--- Data supplied ---
^^^^^^^^
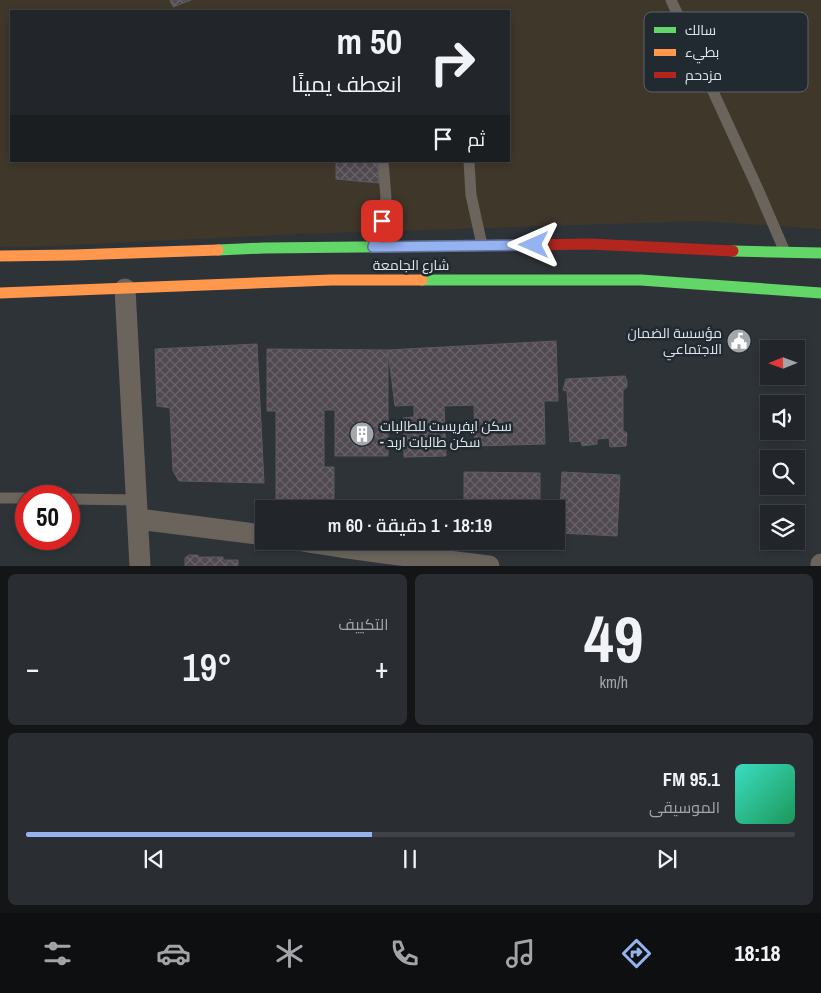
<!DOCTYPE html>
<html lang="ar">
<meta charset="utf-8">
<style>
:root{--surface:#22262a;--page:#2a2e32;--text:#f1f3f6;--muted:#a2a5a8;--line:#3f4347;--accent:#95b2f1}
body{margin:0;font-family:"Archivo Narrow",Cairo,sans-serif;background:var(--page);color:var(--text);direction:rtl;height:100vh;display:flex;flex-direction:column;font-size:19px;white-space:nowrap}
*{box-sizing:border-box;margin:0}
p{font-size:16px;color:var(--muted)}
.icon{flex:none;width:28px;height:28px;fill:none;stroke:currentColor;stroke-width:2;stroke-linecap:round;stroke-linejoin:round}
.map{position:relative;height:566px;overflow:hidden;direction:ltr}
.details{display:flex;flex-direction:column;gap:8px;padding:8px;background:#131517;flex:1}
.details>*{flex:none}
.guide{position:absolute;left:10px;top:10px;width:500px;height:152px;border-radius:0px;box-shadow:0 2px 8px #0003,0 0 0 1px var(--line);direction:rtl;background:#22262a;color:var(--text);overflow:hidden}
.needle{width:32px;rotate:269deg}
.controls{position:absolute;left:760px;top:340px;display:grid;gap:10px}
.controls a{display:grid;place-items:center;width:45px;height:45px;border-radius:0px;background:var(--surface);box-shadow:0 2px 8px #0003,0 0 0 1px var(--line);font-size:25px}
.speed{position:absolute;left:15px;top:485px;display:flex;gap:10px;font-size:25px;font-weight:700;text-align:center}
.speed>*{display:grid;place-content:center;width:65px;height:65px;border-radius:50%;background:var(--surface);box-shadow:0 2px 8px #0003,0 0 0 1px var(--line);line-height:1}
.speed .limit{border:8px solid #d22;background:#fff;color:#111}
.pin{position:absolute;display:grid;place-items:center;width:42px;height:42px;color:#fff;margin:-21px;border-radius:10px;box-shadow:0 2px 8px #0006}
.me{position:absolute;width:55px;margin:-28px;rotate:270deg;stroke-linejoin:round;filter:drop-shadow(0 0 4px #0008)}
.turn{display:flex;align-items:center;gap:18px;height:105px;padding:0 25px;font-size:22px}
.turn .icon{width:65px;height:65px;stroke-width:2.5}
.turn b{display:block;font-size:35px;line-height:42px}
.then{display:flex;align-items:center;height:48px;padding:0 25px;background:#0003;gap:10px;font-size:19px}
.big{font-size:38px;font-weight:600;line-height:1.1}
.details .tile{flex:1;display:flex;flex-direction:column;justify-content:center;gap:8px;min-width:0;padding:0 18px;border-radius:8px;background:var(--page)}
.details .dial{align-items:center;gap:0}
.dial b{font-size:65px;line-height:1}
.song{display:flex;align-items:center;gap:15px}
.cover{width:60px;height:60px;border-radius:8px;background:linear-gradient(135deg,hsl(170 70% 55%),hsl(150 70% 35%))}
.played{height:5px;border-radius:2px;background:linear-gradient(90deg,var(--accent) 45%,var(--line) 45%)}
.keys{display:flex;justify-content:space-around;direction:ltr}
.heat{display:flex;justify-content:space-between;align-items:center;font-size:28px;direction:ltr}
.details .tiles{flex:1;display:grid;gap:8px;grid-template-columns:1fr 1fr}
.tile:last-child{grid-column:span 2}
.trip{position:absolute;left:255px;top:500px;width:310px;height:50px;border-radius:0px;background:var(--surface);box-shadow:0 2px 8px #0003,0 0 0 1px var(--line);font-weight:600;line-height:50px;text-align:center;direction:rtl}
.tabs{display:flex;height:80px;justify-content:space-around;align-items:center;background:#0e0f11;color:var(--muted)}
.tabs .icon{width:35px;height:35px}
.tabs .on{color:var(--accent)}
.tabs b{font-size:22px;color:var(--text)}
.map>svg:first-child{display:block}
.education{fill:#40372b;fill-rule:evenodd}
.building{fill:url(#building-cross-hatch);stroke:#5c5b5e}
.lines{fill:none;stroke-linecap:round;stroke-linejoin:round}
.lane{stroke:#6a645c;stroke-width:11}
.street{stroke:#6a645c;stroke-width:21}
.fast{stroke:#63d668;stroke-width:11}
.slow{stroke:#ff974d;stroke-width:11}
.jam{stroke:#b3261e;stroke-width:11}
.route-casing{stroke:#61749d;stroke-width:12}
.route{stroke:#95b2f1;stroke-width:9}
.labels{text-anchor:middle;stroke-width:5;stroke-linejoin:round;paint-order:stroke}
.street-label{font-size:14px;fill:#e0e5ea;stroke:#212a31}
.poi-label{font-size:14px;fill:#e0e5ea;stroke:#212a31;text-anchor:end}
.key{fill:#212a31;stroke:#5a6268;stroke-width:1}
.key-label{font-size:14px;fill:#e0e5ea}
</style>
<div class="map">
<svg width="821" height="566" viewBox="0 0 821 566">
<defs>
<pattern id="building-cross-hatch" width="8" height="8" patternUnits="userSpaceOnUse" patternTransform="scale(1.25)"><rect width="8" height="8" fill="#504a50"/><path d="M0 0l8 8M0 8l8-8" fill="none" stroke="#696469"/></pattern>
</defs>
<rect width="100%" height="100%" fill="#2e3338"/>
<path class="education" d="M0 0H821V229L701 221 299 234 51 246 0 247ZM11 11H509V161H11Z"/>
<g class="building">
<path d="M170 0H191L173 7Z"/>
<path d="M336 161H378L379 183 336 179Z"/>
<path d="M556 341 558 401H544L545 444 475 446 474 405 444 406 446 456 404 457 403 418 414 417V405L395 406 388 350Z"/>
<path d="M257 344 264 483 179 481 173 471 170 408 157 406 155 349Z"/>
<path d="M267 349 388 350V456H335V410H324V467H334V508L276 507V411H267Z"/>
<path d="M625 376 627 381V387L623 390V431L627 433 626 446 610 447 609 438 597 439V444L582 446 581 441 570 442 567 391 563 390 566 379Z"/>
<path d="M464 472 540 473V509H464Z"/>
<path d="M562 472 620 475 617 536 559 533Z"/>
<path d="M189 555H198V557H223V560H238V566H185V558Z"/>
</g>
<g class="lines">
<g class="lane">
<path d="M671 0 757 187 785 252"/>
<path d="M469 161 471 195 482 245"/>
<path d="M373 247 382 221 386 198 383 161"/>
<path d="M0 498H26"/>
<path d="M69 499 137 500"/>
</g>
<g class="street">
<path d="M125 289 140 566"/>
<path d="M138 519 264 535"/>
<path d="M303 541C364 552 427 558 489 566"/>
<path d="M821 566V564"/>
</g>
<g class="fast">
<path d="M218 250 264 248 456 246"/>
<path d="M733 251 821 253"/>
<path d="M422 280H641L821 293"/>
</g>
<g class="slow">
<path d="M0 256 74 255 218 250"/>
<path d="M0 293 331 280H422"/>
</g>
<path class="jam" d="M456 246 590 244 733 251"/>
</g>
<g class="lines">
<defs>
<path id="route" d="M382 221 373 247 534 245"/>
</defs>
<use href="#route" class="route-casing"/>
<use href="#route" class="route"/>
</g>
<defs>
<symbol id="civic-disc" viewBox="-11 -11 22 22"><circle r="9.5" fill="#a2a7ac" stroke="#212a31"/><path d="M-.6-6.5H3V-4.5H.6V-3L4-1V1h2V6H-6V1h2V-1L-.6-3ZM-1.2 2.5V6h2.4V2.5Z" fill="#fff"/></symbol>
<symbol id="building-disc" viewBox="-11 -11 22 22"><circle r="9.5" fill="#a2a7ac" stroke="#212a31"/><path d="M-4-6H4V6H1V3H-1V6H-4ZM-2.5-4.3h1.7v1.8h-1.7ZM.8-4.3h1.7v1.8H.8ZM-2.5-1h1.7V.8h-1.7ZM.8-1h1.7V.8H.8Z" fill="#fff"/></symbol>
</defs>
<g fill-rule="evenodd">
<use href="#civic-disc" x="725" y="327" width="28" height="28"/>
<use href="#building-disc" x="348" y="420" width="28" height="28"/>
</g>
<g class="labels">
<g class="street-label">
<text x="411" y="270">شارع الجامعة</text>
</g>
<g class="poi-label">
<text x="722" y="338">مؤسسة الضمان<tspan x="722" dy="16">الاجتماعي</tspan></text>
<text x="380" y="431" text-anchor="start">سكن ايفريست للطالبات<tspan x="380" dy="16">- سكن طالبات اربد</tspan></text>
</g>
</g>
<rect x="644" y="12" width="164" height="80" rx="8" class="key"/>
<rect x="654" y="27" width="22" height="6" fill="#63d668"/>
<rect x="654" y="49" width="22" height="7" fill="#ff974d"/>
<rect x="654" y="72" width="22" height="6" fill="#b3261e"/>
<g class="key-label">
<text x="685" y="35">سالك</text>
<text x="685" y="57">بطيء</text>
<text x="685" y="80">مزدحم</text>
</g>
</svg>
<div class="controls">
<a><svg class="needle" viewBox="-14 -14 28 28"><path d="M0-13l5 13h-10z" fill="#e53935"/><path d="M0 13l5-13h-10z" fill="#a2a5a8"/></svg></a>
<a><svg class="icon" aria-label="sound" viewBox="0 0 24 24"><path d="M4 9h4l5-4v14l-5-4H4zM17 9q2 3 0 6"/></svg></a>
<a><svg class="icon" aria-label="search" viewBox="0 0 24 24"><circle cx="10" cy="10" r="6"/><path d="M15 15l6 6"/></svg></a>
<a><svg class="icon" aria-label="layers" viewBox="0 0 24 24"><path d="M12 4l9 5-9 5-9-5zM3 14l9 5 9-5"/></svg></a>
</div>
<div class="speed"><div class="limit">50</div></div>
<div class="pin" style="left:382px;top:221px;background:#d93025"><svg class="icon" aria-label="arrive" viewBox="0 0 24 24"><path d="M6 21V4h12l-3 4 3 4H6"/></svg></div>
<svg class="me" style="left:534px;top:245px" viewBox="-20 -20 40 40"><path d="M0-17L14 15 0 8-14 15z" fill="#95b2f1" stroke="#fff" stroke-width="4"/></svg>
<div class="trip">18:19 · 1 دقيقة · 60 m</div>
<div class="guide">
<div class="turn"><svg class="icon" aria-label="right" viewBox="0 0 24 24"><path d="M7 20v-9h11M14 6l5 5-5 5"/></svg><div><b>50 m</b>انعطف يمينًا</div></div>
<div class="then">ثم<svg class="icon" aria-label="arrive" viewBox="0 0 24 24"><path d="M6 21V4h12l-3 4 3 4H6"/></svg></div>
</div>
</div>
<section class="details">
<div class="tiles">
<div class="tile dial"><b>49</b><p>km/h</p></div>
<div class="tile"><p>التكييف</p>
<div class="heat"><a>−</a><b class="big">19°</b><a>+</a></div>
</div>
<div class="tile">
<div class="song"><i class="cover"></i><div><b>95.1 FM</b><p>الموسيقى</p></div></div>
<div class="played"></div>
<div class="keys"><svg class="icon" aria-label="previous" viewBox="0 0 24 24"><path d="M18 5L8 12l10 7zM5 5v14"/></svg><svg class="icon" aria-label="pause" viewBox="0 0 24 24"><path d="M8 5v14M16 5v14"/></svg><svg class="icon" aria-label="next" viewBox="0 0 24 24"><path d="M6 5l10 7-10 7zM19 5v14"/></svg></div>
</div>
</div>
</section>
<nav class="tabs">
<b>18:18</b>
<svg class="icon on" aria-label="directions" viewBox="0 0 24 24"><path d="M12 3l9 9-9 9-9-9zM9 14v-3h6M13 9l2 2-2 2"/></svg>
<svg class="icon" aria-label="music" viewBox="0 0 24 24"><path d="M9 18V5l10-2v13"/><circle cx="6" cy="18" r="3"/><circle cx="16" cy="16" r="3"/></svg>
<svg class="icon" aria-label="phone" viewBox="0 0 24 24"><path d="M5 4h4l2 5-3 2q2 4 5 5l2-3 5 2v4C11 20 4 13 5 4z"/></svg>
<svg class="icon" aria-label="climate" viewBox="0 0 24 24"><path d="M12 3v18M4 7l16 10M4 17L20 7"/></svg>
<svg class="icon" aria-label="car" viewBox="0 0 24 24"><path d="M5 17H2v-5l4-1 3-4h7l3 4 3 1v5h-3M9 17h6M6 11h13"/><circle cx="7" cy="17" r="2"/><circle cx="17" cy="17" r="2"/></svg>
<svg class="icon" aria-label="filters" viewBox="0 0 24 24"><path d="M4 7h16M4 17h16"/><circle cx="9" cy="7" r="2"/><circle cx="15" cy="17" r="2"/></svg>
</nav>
^^^^^^^^
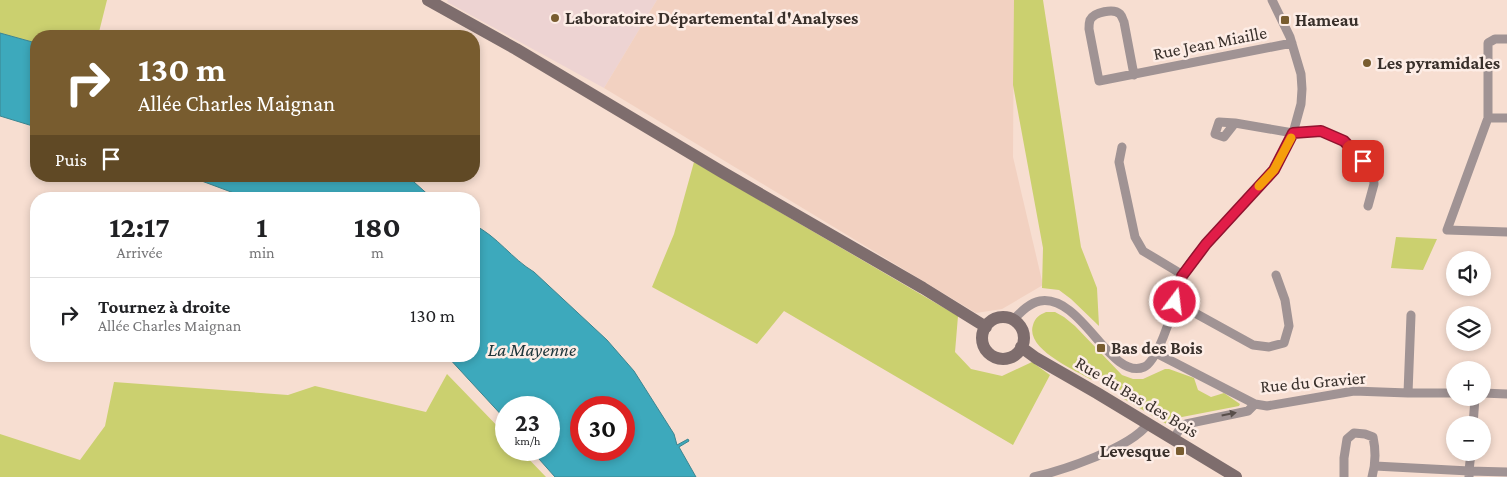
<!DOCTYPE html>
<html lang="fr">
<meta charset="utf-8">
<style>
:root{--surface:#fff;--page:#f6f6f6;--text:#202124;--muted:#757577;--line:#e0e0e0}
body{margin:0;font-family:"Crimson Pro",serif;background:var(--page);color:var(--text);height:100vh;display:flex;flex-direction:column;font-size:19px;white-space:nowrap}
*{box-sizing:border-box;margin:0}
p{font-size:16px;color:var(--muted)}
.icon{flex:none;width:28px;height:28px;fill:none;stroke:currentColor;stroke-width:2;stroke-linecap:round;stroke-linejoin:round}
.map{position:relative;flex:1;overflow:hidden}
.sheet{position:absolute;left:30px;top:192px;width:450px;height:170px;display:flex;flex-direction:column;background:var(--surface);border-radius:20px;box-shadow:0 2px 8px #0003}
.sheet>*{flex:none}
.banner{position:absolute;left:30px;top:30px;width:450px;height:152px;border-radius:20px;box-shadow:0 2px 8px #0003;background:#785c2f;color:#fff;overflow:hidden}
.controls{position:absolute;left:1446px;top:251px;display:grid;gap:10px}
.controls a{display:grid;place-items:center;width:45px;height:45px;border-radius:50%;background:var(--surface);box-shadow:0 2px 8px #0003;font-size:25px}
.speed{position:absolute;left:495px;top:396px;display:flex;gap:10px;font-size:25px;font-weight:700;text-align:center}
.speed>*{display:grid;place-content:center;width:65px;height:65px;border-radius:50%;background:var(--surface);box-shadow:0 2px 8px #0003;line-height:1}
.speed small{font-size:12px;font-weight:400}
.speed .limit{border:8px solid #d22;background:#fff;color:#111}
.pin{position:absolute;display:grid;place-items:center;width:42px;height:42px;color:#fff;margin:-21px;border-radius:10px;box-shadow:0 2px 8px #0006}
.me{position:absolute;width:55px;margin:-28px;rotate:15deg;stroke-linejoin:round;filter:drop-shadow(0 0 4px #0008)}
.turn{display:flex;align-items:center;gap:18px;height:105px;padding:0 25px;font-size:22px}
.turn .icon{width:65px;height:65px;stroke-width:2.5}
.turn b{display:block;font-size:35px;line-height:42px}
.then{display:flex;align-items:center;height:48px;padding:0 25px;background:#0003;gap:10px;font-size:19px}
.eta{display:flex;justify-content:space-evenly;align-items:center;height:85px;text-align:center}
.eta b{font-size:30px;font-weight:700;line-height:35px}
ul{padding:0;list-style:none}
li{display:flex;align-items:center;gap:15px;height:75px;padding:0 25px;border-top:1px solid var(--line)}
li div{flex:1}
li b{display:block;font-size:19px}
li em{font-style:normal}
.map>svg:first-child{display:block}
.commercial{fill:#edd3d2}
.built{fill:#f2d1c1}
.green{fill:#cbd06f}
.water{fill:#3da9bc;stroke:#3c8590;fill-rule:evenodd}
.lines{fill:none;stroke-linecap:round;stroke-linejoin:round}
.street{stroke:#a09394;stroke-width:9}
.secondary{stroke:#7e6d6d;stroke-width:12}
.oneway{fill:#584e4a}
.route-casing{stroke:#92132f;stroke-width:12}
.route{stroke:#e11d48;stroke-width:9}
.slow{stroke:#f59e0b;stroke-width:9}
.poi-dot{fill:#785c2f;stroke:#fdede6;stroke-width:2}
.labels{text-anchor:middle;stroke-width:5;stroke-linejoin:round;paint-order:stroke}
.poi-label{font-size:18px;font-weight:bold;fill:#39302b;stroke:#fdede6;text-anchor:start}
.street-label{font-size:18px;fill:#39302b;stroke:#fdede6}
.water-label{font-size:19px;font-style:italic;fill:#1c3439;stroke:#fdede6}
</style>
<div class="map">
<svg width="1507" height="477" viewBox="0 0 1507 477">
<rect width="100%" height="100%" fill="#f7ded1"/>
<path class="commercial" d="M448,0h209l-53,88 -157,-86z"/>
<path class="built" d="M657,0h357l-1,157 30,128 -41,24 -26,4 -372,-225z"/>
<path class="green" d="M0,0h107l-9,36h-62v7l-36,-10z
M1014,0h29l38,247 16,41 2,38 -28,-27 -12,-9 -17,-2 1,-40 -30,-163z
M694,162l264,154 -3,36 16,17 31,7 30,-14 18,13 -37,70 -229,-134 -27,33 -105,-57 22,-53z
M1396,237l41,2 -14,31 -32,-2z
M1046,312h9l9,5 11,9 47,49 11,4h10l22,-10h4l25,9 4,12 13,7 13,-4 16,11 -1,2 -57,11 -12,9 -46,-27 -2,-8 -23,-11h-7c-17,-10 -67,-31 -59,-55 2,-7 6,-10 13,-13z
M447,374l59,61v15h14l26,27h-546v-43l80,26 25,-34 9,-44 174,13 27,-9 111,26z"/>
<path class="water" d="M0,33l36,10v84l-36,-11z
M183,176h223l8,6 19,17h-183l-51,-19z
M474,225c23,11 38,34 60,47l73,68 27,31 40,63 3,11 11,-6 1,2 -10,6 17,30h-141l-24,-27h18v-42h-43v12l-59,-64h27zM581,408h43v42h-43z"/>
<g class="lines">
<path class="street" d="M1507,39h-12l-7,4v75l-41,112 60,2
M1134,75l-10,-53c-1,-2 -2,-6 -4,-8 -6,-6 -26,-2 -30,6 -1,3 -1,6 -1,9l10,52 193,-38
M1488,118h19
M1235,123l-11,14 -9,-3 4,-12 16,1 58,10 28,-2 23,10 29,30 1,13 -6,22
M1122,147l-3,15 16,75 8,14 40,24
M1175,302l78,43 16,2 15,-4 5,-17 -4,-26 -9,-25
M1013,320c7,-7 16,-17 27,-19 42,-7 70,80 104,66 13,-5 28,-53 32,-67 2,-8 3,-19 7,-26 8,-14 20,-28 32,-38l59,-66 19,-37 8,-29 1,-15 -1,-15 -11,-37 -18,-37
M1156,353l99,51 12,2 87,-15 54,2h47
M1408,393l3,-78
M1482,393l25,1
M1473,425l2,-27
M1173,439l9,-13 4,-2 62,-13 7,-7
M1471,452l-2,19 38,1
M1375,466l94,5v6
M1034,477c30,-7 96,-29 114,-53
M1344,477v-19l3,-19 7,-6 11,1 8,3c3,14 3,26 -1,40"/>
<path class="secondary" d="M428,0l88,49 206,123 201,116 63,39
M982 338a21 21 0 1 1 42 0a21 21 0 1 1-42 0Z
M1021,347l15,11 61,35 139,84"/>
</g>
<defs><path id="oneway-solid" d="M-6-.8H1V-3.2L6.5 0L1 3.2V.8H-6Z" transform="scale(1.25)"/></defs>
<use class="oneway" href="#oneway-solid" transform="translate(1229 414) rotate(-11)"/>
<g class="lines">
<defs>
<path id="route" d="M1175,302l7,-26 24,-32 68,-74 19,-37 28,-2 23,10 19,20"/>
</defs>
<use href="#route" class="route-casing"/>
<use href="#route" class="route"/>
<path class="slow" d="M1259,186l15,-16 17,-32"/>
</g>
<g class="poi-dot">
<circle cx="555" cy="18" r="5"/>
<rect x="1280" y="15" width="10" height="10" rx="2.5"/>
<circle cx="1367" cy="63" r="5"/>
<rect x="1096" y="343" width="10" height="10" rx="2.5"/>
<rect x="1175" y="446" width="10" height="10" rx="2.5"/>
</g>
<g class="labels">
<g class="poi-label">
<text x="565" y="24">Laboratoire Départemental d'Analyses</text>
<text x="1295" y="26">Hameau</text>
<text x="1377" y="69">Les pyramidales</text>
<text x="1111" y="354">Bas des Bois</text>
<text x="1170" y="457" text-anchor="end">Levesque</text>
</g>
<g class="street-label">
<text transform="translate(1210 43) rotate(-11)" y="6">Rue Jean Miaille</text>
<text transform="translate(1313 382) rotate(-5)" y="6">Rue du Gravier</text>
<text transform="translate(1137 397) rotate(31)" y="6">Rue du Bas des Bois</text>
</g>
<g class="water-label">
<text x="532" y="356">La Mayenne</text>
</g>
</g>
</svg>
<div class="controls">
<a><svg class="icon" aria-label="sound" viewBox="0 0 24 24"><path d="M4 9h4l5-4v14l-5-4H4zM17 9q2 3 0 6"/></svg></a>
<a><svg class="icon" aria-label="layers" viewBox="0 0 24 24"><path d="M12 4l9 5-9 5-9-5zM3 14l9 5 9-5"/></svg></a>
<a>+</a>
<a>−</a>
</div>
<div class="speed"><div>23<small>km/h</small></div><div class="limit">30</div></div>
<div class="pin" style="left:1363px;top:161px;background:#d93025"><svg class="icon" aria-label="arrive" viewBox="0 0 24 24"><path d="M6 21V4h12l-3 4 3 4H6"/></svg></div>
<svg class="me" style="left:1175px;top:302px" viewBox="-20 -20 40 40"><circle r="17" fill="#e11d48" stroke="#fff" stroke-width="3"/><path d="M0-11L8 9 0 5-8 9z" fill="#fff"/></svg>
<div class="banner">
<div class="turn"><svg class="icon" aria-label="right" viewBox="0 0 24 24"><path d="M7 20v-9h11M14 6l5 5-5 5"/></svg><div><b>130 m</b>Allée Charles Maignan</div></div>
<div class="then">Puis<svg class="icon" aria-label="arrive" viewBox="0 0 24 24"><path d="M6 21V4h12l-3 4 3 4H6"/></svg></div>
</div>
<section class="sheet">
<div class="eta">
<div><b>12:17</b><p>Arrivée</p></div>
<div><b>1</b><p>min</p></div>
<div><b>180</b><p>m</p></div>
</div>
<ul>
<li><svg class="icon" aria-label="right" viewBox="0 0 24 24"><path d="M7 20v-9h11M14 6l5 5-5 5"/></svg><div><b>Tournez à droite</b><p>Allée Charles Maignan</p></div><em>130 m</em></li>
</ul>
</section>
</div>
^^^^^^^^
Go through the records and count the lines that include the string "family"; state that number alone.

--- Your response ---
2